■ Exercise description ■
Retrieve each line that contains the word "arrow" from the entries below.

(Records excerpted from a collection)
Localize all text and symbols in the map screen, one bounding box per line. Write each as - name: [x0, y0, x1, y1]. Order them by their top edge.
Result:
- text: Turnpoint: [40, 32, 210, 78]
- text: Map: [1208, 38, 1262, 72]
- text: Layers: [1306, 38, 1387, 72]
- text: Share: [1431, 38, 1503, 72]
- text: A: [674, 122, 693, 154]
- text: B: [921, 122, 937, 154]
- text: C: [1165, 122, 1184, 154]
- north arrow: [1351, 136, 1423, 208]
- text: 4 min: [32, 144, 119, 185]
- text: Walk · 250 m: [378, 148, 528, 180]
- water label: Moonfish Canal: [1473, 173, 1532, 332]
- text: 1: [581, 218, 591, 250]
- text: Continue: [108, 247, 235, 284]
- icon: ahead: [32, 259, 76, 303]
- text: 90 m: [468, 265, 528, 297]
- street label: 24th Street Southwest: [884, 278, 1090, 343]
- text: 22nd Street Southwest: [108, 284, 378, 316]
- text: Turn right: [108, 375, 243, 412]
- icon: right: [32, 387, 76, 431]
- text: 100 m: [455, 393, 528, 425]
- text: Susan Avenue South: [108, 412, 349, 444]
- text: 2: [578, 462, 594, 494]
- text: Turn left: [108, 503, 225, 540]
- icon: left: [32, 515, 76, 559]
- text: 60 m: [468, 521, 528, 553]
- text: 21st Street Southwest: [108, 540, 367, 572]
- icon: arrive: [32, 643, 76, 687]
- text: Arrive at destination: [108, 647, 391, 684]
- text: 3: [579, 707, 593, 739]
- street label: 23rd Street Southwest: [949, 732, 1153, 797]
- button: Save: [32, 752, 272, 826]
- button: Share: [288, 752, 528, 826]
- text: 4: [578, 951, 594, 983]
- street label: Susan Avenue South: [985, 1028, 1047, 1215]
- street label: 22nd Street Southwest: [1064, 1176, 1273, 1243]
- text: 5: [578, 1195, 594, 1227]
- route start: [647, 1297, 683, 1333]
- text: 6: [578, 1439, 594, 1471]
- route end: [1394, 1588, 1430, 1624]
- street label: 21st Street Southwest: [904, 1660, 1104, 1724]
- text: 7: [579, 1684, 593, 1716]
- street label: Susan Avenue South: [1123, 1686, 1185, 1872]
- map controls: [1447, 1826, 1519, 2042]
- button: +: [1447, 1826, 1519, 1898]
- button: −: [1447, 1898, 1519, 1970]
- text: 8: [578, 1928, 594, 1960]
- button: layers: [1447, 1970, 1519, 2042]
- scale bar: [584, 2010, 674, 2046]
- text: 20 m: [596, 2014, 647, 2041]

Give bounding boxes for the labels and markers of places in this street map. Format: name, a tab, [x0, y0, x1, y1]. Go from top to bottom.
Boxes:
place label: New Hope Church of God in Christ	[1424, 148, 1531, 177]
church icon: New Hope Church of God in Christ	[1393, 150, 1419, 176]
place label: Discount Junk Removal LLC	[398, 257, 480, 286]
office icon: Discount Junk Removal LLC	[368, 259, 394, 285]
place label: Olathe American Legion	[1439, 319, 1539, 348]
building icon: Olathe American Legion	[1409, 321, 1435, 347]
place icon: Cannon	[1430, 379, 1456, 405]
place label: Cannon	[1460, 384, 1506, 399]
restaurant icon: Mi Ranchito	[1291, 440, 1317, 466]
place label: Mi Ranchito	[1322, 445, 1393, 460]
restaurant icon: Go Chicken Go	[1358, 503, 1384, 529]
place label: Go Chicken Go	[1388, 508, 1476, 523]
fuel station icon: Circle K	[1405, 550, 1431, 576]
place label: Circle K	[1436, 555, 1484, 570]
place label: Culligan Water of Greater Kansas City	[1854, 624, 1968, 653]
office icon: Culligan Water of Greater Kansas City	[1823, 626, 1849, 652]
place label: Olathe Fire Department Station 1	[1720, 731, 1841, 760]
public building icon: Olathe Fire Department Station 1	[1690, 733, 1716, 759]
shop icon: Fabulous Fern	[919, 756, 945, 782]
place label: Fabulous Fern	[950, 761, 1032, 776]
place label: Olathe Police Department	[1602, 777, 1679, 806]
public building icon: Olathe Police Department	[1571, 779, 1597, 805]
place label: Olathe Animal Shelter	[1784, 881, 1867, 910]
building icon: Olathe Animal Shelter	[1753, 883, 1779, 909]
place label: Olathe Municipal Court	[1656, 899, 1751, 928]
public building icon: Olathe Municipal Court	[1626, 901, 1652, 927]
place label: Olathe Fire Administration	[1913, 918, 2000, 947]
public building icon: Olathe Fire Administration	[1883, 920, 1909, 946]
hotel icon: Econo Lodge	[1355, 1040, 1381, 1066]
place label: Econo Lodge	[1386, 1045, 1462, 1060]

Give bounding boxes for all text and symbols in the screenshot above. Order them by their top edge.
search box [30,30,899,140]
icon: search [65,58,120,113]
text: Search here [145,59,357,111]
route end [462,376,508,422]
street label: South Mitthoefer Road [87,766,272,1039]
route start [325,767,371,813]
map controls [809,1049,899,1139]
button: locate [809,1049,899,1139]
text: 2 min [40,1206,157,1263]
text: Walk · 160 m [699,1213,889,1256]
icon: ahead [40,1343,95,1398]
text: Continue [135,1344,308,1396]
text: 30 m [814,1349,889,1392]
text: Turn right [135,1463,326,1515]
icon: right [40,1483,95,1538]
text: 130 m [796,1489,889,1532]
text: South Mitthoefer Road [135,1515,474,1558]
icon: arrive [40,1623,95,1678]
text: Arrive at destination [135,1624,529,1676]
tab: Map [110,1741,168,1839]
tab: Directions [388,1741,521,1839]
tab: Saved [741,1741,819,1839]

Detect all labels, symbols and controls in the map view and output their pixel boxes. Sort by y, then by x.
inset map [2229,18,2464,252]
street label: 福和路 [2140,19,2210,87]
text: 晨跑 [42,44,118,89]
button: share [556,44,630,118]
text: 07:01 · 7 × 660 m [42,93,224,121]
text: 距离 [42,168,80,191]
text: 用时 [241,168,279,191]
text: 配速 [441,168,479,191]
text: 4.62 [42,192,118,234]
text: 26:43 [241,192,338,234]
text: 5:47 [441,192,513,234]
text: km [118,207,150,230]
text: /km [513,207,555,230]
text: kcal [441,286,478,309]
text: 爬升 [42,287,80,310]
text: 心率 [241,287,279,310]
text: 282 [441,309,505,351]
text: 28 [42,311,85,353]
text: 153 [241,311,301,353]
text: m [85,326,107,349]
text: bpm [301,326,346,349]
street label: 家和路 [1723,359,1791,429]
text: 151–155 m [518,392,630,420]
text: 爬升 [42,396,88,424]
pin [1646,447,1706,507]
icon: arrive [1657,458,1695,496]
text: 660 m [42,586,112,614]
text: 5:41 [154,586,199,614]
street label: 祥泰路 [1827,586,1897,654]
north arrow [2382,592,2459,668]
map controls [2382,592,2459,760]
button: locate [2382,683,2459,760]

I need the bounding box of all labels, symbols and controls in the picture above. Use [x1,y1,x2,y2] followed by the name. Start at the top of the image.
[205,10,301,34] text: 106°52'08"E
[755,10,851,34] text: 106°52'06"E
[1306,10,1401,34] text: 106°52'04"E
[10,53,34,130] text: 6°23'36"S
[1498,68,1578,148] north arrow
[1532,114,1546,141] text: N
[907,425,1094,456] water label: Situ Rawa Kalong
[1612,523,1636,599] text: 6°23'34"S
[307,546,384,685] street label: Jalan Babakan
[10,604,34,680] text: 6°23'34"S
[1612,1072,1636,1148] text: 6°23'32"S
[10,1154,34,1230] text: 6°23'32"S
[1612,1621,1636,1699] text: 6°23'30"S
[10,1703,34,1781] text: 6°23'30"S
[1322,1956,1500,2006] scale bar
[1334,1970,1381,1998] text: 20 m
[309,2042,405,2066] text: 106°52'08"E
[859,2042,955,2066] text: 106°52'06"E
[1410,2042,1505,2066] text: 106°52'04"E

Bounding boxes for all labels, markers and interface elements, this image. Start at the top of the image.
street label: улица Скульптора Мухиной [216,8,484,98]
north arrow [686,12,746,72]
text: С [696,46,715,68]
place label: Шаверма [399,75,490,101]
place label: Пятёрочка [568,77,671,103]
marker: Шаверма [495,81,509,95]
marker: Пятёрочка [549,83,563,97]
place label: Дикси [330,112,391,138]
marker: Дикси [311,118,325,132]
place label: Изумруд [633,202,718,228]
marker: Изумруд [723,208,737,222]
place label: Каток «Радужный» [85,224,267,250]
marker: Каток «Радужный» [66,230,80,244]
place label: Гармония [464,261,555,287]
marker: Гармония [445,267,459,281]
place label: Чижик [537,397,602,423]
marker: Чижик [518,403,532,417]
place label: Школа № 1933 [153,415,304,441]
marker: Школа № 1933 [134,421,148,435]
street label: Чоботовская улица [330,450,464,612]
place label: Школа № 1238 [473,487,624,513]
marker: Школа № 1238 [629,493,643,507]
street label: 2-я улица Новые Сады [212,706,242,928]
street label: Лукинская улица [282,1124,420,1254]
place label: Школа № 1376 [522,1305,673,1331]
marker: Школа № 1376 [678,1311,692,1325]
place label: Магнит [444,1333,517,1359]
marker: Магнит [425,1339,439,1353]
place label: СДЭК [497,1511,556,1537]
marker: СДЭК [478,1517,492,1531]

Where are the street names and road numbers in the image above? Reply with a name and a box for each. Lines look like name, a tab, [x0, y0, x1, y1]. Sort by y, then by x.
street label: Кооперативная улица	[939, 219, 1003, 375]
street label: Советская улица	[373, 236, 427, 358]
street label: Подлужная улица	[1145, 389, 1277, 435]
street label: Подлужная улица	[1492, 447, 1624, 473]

■ Solved exercise ■
- north arrow: [1351, 136, 1423, 208]
north arrow [2382,592,2459,668]
[1498,68,1578,148] north arrow
north arrow [686,12,746,72]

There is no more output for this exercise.